REQUIREMENT: What you produce should be every line from the data that includes "function".

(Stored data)
######
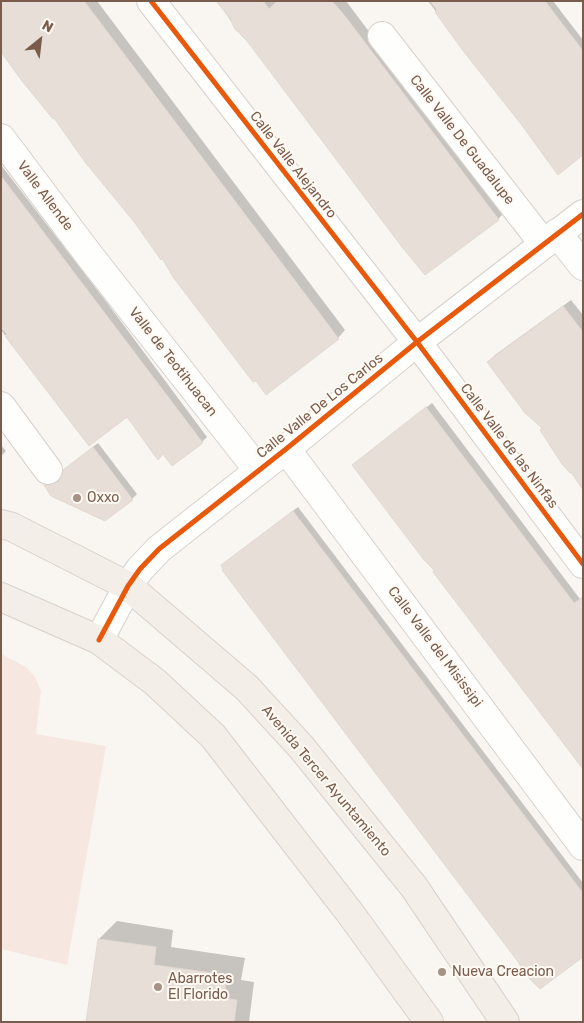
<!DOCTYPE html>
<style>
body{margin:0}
#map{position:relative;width:584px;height:1023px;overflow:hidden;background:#f9f5f0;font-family:Rubik,sans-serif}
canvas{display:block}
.frame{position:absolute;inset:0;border:2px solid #7a5c4d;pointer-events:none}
.north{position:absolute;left:15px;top:15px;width:50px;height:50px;-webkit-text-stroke:4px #fffaf3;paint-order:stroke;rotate:29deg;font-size:14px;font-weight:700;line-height:20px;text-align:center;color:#7a5c4d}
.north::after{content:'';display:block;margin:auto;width:18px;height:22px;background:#7a5c4d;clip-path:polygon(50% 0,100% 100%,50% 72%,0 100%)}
</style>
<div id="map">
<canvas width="584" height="1023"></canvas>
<div class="frame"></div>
<div class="north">N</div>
</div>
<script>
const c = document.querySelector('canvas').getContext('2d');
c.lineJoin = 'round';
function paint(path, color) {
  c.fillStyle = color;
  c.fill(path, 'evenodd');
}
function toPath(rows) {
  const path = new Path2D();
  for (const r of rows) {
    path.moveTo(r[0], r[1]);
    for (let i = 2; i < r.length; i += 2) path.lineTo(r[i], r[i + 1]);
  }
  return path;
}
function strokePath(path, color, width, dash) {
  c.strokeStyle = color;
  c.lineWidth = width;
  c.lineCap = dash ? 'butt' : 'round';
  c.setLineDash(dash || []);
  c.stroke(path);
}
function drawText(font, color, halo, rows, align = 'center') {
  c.font = font + ' Rubik,sans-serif';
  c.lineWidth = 4;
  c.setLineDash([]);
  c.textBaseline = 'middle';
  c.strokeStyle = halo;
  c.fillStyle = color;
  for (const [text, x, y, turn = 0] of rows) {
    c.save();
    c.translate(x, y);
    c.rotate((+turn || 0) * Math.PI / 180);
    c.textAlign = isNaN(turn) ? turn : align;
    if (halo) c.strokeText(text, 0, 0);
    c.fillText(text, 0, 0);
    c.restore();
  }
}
paint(toPath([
 [1,654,26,667,35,677,41,691,36,734,106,746,67,965,1,949]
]), '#f6e8e1');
paint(toPath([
 [1,1,97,1,345,330,338,338],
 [217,1,346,1,505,212,498,219,236,28],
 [428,1,553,1,583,40,583,154,558,173],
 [1,165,108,304,207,437,202,442,164,453,127,415,89,445,1,330],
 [571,300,583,315,583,486,543,428,488,362,495,355],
 [432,403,583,603,583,768,436,570,353,465],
 [98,443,137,494,132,499,45,485,50,481,56,481,62,478,70,465],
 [1,445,6,451,1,456],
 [298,507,583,883,583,955,520,962,227,561],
 [117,921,173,930,171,947,245,958,241,980,254,982,249,1022,87,1022,99,939]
]), '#0003');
const building = toPath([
 [1,1,84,1,339,339,266,395,256,381,253,382,173,277,162,258,161,260,135,223,85,162,54,118,53,119,22,81,1,52,1,1],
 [216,1,263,1,269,9,277,1,332,1,345,16,499,220,425,275,402,247,247,41,235,29,230,19,231,19,216,1],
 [430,1,545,1,583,51,583,155,558,175,521,124,464,52,435,12,437,10,430,1],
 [1,176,203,443,172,466,163,454,158,460,127,417,89,446,5,336,7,334,1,328,1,176],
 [563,306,583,332,583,490,571,472,570,473,562,464,540,430,542,428,525,413,487,362,563,306],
 [426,407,574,603,583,597,583,769,433,572,434,570,424,560,352,465,426,407],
 [93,447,133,500,105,521,51,496,44,485,50,485,58,482,62,477,63,470,93,447],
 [293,511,583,893,583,957,540,989,524,973,519,963,222,570,223,569,221,565,293,511],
 [98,939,156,947,154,965,227,975,224,998,237,1000,234,1022,86,1022,98,939]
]);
paint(building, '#e6ded7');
strokePath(building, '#e2d8d2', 1);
const minor = toPath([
 [151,1,417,342,583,564],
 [382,36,543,243],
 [1,138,89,255,258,470],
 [557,233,583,266],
 [1,406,48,470],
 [286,449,583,846],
 [99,640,128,586,140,569,159,549,286,449,417,342,583,214]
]);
const major = toPath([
 [1,524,12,527,128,586,247,688,302,748,414,887,505,1022],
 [1,597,99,640,155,682,213,736,350,913,429,1022]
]);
strokePath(minor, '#d7d1cb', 30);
strokePath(major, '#dad1cc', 30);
strokePath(minor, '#fefefd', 28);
strokePath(major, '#f3eee8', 28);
strokePath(toPath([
 [151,1,417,342,583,564],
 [99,640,128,586,140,569,159,549,286,449,417,342,583,214]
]), '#e8590c', 5);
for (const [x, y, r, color] of [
 [77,498,5,"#a69286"],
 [442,972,5,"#a69286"],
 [158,987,5,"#a69286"]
]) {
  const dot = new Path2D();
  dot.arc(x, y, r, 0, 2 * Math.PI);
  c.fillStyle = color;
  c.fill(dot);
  strokePath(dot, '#fffaf3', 2);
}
drawText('14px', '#7a5c4d', '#fffaf3', [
 ["Calle Valle De Guadalupe",462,140,52],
 ["Calle Valle Alejandro",293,165,52],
 ["Valle Allende",45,196,53],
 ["Valle de Teotihuacan",173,362,52],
 ["Calle Valle De Los Carlos",320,406,-39],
 ["Calle Valle de las Ninfas",509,446,53],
 ["Calle Valle del Misissipi",435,647,53],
 ["Avenida Tercer Ayuntamiento",326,781,50]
]);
drawText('14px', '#7a5c4d', '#fffaf3', [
 ["Oxxo",87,498],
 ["Nueva Creacion",452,972],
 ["Abarrotes",168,979],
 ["El Florido",168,995]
], 'left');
</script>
######
ANSWER BOX:
function paint(path, color) {
function toPath(rows) {
function strokePath(path, color, width, dash) {
function drawText(font, color, halo, rows, align = 'center') {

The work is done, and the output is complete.